[REBOL] Re: Large Files and Binary Read
From: gscottjones:mchsi at: 20-Oct-2002 17:37
From: "James Marsden"
> Yeah now I found that bug.. grrrr.. it lets me
> get the first block of data then repeats endlessly.
>
> Anyone suggest a fix?
...
Hi, James,
I hoped you wouldn't be back, which would be good news, but I suspected that
you would be back.
:(
There is no direct working substitute that I am aware of for a true seek
(skip in REBOLese). When needing to skip through data while using
/direct/binary in combination on a local file, the only thing that I am
aware of is to open the file, then "waste" parts of the file as a way to
simulate skipping. Given that it is in direct mode, the memory is not being
eaten up by an ever expanding buffer. However, you are, in essence, cycling
through *all* the data, which may be substantial in file sizes to which you
have refered.
Also, there is a good chance that the first block of info you got that you
thought was correct was probably in fact an incorrect block (it was probably
the beginning of the file, even though you used read/direct/binary/skip).

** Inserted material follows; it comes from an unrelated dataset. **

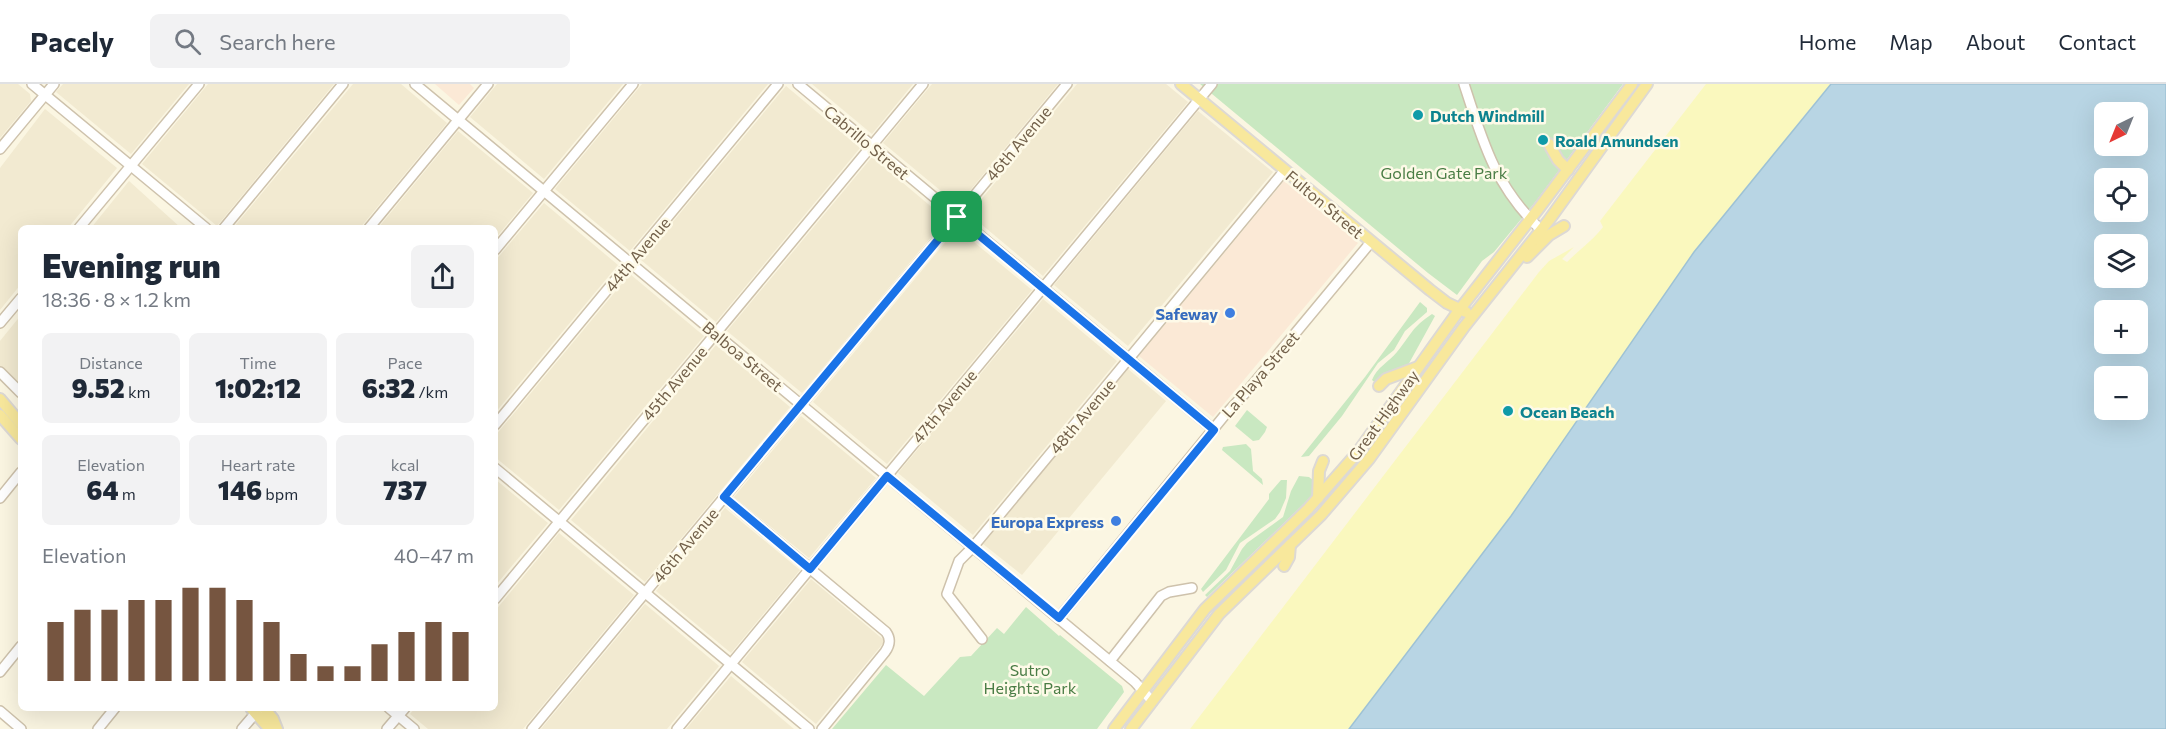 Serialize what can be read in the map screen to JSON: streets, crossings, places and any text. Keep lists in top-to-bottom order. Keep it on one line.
{"streets":{"main road":["Fulton Street","Great Highway"],"street":["Cabrillo Street","46th Avenue","44th Avenue","Balboa Street","La Playa Street","45th Avenue","47th Avenue","48th Avenue"]},"crossings":[["Cabrillo Street","46th Avenue"],["Cabrillo Street","La Playa Street"],["Cabrillo Street","45th Avenue"],["Cabrillo Street","47th Avenue"],["Cabrillo Street","48th Avenue"],["46th Avenue","Balboa Street"],["Fulton Street","La Playa Street"],["Fulton Street","47th Avenue"],["Fulton Street","Great Highway"],["Fulton Street","48th Avenue"],["44th Avenue","Balboa Street"],["Balboa Street","La Playa Street"],["Balboa Street","45th Avenue"],["Balboa Street","47th Avenue"],["Balboa Street","Great Highway"],["Balboa Street","48th Avenue"]],"parks":["Golden Gate Park","Sutro Heights Park"],"places":["Dutch Windmill","Roald Amundsen","Safeway","Ocean Beach","Europa Express"],"north":"bottom left","page":{"header":"Pacely","search":"Search here","nav":["Home","Map","About","Contact"],"map_buttons":["+","−"],"heading":["Evening run","18:36 · 8 × 1.2 km"],"stats":[["Distance","9.52 km"],["Time","1:02:12"],["Pace","6:32 /km"],["Elevation","64 m"],["Heart rate","146 bpm"],["kcal","737"]],"chart":["Elevation","40–47 m"]}}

So that we "know" what we are dealing with, I greated a very small file with
repeating data by column. Here is a ten row matrix with a hex in each
column:
blk: copy []
loop 10 [repeat n 16 [append blk skip to-hex n - 1 7]]
write %//windows/desktop/test.txt rejoin blk
Now, when you practice with your actual algorithm, you'll be able to see
that you in fact have the correct columns. Now for one of many, many
variations to show how to pseudo skip through your data:
rows: 10
cols: 16
data-length: 4
start-col: 3
data-slice: copy ""
data: open/direct/binary %//windows/desktop/test.txt
repeat r rows [
;skip to proper column
copy/part data start-col - 1
;collect some data
append data-slice to-string copy/part data data-length
;skip to end of column
copy/part data cols - start-col - data-length + 1
]
close data
probe data-slice
The most pertinent part is the "throw-away" copy/part statements. The rest
was just my arbitrary controls to cycle by rows (hey, it was a quick and
dirty hack! :-).
For huge row counts but with nominal column counts, I suspect you will
actually want to read in a buffered row of data at a time, and then parse
the proper column stuff out. This would help to reduce disk access while
protecting memory.
If the column count and row counts are huge, then I suspect grabbing a
sector of disk data at a time would be more efficient, but more work
controlling the column access algorithm.
Hope this makes some sense. Out of time. Good luck.
--Scott Jones